WORK REQUEST >> The first line of the entries and each line after it, through the one that contains "0 #5a4832) drop-shadow(-2px", are to be duplicated exactly; no picture belongs in the copy.

SUPPLIED INFORMATION >>
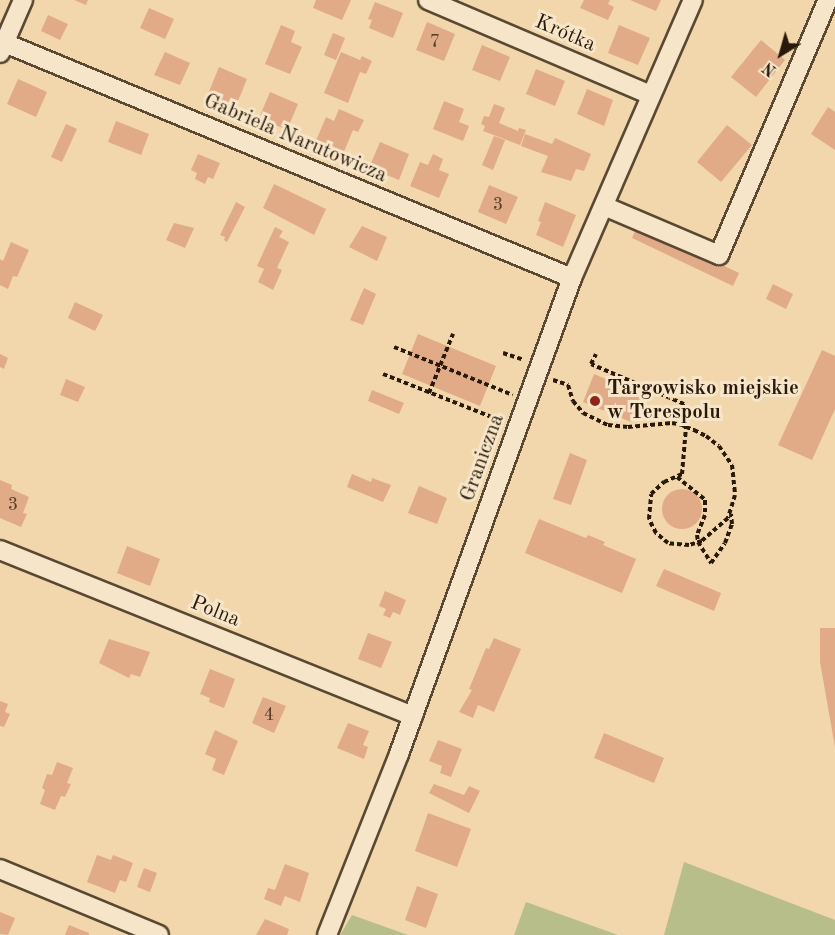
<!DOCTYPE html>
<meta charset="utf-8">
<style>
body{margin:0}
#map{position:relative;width:835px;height:935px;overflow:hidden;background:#f1d7ab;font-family:"Old Standard TT",serif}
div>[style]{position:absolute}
.green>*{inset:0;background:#b8be8a}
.building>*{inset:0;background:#e2ab88}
.round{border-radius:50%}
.path>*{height:4px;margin-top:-2px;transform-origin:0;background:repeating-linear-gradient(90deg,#28190a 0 4.5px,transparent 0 7.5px)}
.roads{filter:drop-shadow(2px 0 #5a4832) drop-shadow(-2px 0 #5a4832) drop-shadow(0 2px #5a4832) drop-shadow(0 -2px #5a4832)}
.minor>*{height:18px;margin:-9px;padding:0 9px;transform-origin:9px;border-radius:9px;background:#f6e5c8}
.dots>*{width:16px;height:16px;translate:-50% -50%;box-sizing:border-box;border:3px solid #f6e5c8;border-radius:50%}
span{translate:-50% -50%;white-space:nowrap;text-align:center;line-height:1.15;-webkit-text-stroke:6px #f6e5c8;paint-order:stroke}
.number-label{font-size:18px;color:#563e2a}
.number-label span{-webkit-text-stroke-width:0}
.street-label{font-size:21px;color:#28190a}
.poi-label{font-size:21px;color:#28190a;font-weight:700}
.left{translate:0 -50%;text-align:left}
.north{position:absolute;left:751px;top:24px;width:60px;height:60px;-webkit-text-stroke:4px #f6e5c8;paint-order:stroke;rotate:217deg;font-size:16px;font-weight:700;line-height:24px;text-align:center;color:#28190a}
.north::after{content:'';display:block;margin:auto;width:21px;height:27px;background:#28190a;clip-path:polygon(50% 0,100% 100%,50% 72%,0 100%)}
</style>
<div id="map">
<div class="green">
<i style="clip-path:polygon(684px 862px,835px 920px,835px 935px,664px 935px)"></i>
<i style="clip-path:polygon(526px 902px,618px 935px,514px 935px)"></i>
<i style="clip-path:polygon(352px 915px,408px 935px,340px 935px)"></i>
</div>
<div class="building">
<i style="clip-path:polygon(74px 0,88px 0,86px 5px)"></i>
<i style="clip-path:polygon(316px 0,351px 0,342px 20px,313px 8px)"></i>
<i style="clip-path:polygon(584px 0,610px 0,608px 4px,614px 7px,608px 20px,580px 8px)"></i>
<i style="clip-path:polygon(630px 0,661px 0,656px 11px)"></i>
<i style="clip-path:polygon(375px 2px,403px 13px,393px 38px,369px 28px,372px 20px,368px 19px)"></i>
<i style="clip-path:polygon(149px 8px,174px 19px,165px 39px,140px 28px)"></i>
<i style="clip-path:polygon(48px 15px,68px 24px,60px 40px,41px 31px)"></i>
<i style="clip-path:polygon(427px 22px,455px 34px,444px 61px,416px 50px)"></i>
<i style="clip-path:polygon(281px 25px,295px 31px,291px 42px,302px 47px,290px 74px,265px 64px)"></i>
<i style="clip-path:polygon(619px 25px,650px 38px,638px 65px,608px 53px)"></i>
<i style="clip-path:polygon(333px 33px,345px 38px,336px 60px,324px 55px)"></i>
<i style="clip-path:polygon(761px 40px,785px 60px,756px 97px,731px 77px)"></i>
<i style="clip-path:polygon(482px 45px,510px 57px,500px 81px,472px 70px)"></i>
<i style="clip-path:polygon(165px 52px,190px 63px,180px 85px,154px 75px)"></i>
<i style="clip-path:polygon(341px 52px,360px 60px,362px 56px,372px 61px,366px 74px,360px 72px,348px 103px,324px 93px)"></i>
<i style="clip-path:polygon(219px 67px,247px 79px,236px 106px,208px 94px)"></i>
<i style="clip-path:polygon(536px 69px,565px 81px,555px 106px,526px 94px)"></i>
<i style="clip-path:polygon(18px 79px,47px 92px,36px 117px,7px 104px)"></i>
<i style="clip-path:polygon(587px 89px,613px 100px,604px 126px,577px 114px)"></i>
<i style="clip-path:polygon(270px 92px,298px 104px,287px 130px,259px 118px)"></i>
<i style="clip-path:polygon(444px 101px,464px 109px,459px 122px,469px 126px,463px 141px,433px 129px)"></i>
<i style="clip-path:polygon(494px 104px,505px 108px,499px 123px,518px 131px,519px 128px,526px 130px,520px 145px,483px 131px,485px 126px,481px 124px,484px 116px,489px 117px)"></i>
<i style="clip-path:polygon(828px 107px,835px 112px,835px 150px,811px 134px)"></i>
<i style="clip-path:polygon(339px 109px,364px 120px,358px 132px,353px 130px,343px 154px,315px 143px,326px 117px,334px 121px)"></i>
<i style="clip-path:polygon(116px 121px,149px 134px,141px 155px,108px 142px)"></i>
<i style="clip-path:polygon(66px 124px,77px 129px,62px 162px,51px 157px)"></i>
<i style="clip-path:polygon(727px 125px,752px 145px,721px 182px,697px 162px)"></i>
<i style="clip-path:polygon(525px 134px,552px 144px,555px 138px,591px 154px,584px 171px,576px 169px,571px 181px,541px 172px,548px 156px,521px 146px)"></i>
<i style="clip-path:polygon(494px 136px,505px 140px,493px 170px,482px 165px)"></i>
<i style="clip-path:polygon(380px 142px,409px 154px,399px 180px,369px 168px)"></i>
<i style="clip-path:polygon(198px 154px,220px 163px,213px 179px,208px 177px,205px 184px,195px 179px,197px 173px,191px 170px)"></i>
<i style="clip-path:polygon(433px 154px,443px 159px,439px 170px,449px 174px,439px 198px,410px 186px,420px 162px,428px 165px)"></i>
<i style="clip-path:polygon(274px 184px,326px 209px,314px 235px,263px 208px)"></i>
<i style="clip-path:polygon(489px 185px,518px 197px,506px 224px,478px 212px)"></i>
<i style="clip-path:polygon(236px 202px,245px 207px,227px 242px,224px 240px,225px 237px,220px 235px)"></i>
<i style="clip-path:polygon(545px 202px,576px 215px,563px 247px,536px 235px,541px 222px,538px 221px)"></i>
<i style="clip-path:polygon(174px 223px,194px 228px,185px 248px,166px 240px)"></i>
<i style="clip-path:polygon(638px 225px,739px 273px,733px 286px,632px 238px)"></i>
<i style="clip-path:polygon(362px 226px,387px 237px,377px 261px,349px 247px)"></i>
<i style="clip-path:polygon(275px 227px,283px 231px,279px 237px,289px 242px,277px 268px,282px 270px,273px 290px,258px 282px,264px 269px,257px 266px)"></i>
<i style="clip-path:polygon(11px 242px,29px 250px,17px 277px,13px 276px,8px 289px,0 285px,0 259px,3px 261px)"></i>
<i style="clip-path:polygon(773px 284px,793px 294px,786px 309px,766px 299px)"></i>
<i style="clip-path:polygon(364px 288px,376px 294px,363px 325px,350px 320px)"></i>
<i style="clip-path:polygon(75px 302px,103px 315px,95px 331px,68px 318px)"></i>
<i style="clip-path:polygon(418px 334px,496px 366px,480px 406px,402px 374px)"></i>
<i style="clip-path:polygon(822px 350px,835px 356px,835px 409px,812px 460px,778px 445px)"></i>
<i style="clip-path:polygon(0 354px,8px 358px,4px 369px,0 367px)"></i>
<i style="clip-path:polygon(594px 374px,642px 394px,631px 422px,583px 402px)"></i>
<i style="clip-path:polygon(66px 379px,85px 387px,78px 402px,60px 395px)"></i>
<i style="clip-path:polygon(372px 390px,404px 403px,399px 414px,368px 401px)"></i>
<i style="clip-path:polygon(570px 453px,587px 460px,571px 505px,553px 499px)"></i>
<i style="clip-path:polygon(352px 474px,371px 482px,372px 478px,391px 485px,383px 502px,347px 487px)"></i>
<i style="clip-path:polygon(0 480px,12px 485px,11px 489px,29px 497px,23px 513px,27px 514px,21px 527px,0 518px)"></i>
<i style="clip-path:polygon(419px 486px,447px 498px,437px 524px,408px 513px)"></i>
<i class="round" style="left:662px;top:489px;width:40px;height:40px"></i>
<i style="clip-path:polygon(539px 519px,586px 538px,588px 535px,605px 542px,603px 545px,636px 559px,622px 593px,525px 553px)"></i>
<i style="clip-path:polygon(127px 546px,160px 559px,150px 586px,117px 573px)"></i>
<i style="clip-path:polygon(664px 569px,721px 593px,714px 611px,656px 586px)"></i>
<i style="clip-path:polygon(385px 591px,406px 600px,400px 615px,393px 612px,390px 618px,383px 615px,386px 609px,379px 606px)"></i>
<i style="clip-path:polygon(820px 628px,835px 628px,835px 747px,820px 662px)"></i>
<i style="clip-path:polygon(368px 633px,392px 642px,381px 668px,358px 659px)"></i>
<i style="clip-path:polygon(494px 638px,521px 649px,494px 712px,478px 705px,473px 718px,459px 712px,472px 690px,469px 689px,486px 648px,489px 649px)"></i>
<i style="clip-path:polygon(109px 639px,150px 652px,140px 677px,131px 674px,129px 678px,99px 663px)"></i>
<i style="clip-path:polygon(210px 669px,235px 679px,224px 708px,209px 702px,210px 698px,200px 694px)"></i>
<i style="clip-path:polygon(263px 697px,286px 706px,274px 733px,252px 723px)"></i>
<i style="clip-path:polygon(0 701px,8px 704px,5px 712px,10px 714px,4px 727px,0 726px)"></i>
<i style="clip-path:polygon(348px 723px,369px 731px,363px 745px,368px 747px,364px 759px,337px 748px)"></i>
<i style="clip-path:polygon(215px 730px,238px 741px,224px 775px,212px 770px,216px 759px,205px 754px)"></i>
<i style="clip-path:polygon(604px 733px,664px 758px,654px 783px,594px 758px)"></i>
<i style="clip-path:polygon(438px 740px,462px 749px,451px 777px,440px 773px,442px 766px,429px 761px)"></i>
<i style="clip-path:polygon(57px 762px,73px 768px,67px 783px,71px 784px,65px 797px,61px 796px,55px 810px,40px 804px,45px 790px,42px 788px,47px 774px,52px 775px)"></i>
<i style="clip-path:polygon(434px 784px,464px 795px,469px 786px,480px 791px,469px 813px,429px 793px)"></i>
<i style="clip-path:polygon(428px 813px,471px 829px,457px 867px,415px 851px)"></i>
<i style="clip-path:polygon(97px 855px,111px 860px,113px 855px,133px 863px,126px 882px,120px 880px,115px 893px,87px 882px)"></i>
<i style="clip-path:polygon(285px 864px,309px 873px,300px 902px,285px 896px,281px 906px,264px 899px,268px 888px,275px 890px)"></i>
<i style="clip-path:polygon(144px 868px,157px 873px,150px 892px,137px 887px)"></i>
<i style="clip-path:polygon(417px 886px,438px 894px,426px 928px,405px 920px)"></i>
<i style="clip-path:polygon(0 912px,15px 918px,8px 935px,0 934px)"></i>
<i style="clip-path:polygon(265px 919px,289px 929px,287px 935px,256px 935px)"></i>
<i style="clip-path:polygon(69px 925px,89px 933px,89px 935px,65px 935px)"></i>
</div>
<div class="path">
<i style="left:394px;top:347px;width:128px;rotate:22deg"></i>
<i style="left:503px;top:353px;width:22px;rotate:18deg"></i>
<i style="left:383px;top:374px;width:128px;rotate:21.6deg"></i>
<i style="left:553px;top:380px;width:16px;rotate:18deg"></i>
<i style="left:568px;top:385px;width:17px;rotate:73deg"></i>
<i style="left:573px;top:401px;width:16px;rotate:50deg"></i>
<i style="left:583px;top:413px;width:28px;rotate:26deg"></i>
<i style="left:608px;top:425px;width:20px;rotate:6deg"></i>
<i style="left:628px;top:427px;width:44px;rotate:-5.2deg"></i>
<i style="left:672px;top:423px;width:10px;rotate:11deg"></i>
<i style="left:682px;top:425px;width:4px;rotate:27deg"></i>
<i style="left:686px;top:427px;width:9px;rotate:21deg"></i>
<i style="left:694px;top:430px;width:13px;rotate:27deg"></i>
<i style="left:706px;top:436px;width:16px;rotate:38deg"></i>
<i style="left:719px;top:446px;width:23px;rotate:56deg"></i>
<i style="left:732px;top:465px;width:30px;rotate:84deg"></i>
<i style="left:735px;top:495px;width:24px;rotate:107deg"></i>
<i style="left:728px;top:518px;width:35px;rotate:139deg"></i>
<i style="left:702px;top:541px;width:14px;rotate:163deg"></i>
<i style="left:689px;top:545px;width:21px;rotate:-175deg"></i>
<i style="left:668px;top:543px;width:16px;rotate:-140deg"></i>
<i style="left:656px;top:533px;width:16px;rotate:-117deg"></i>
<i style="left:649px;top:519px;width:25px;rotate:-85deg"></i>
<i style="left:651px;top:494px;width:18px;rotate:-43deg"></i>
<i style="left:664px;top:482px;width:20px;rotate:-24deg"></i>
<i style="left:682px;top:474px;width:47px;rotate:-85.1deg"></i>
<i style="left:686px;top:427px;width:23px;rotate:-95deg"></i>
<i style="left:684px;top:404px;width:101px;rotate:-156.7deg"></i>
<i style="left:591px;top:364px;width:11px;rotate:-63deg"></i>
<i style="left:429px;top:393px;width:64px;rotate:-67.9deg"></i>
<i style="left:677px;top:477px;width:36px;rotate:39deg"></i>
<i style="left:705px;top:500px;width:15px;rotate:90deg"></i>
<i style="left:705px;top:515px;width:22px;rotate:112deg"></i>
<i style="left:697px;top:535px;width:7px;rotate:82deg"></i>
<i style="left:698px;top:542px;width:25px;rotate:58deg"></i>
<i style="left:711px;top:563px;width:24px;rotate:-55deg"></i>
<i style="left:725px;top:543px;width:20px;rotate:-70deg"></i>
<i style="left:732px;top:524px;width:10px;rotate:-96deg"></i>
</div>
<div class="roads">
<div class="minor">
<i style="left:428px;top:0;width:242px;rotate:23.1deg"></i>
<i style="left:0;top:41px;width:619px;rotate:22.51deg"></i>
<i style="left:0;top:53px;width:58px;rotate:-66.5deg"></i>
<i style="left:604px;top:206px;width:125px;rotate:23.1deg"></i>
<i style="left:719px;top:255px;width:277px;rotate:-66.9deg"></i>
<i style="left:0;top:550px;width:445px;rotate:21.9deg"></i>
<i style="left:0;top:869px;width:172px;rotate:22.5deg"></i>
<i style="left:327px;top:935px;width:195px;rotate:-68.3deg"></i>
<i style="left:399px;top:754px;width:506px;rotate:-70.03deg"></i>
<i style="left:572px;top:278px;width:303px;rotate:-66.5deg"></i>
</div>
</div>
<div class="dots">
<i style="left:595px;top:401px;background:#8f2418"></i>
</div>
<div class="number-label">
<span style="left:435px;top:42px">7</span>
<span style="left:498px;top:205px">3</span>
<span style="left:13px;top:505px">3</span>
<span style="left:269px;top:715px">4</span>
</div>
<div class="street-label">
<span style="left:565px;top:34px;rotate:23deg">Krótka</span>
<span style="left:295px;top:139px;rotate:23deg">Gabriela Narutowicza</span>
<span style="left:483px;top:458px;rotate:-70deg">Graniczna</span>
<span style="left:215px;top:612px;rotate:22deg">Polna</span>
</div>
<div class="poi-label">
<span class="left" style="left:607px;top:401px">Targowisko miejskie<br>w Terespolu</span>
</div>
<div class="north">N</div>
</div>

SOLUTION TO THIS EXERCISE >>
<!DOCTYPE html>
<meta charset="utf-8">
<style>
body{margin:0}
#map{position:relative;width:835px;height:935px;overflow:hidden;background:#f1d7ab;font-family:"Old Standard TT",serif}
div>[style]{position:absolute}
.green>*{inset:0;background:#b8be8a}
.building>*{inset:0;background:#e2ab88}
.round{border-radius:50%}
.path>*{height:4px;margin-top:-2px;transform-origin:0;background:repeating-linear-gradient(90deg,#28190a 0 4.5px,transparent 0 7.5px)}
.roads{filter:drop-shadow(2px 0 #5a4832) drop-shadow(-2px 0 #5a4832) drop-shadow(0 2px #5a4832) drop-shadow(0 -2px #5a4832)}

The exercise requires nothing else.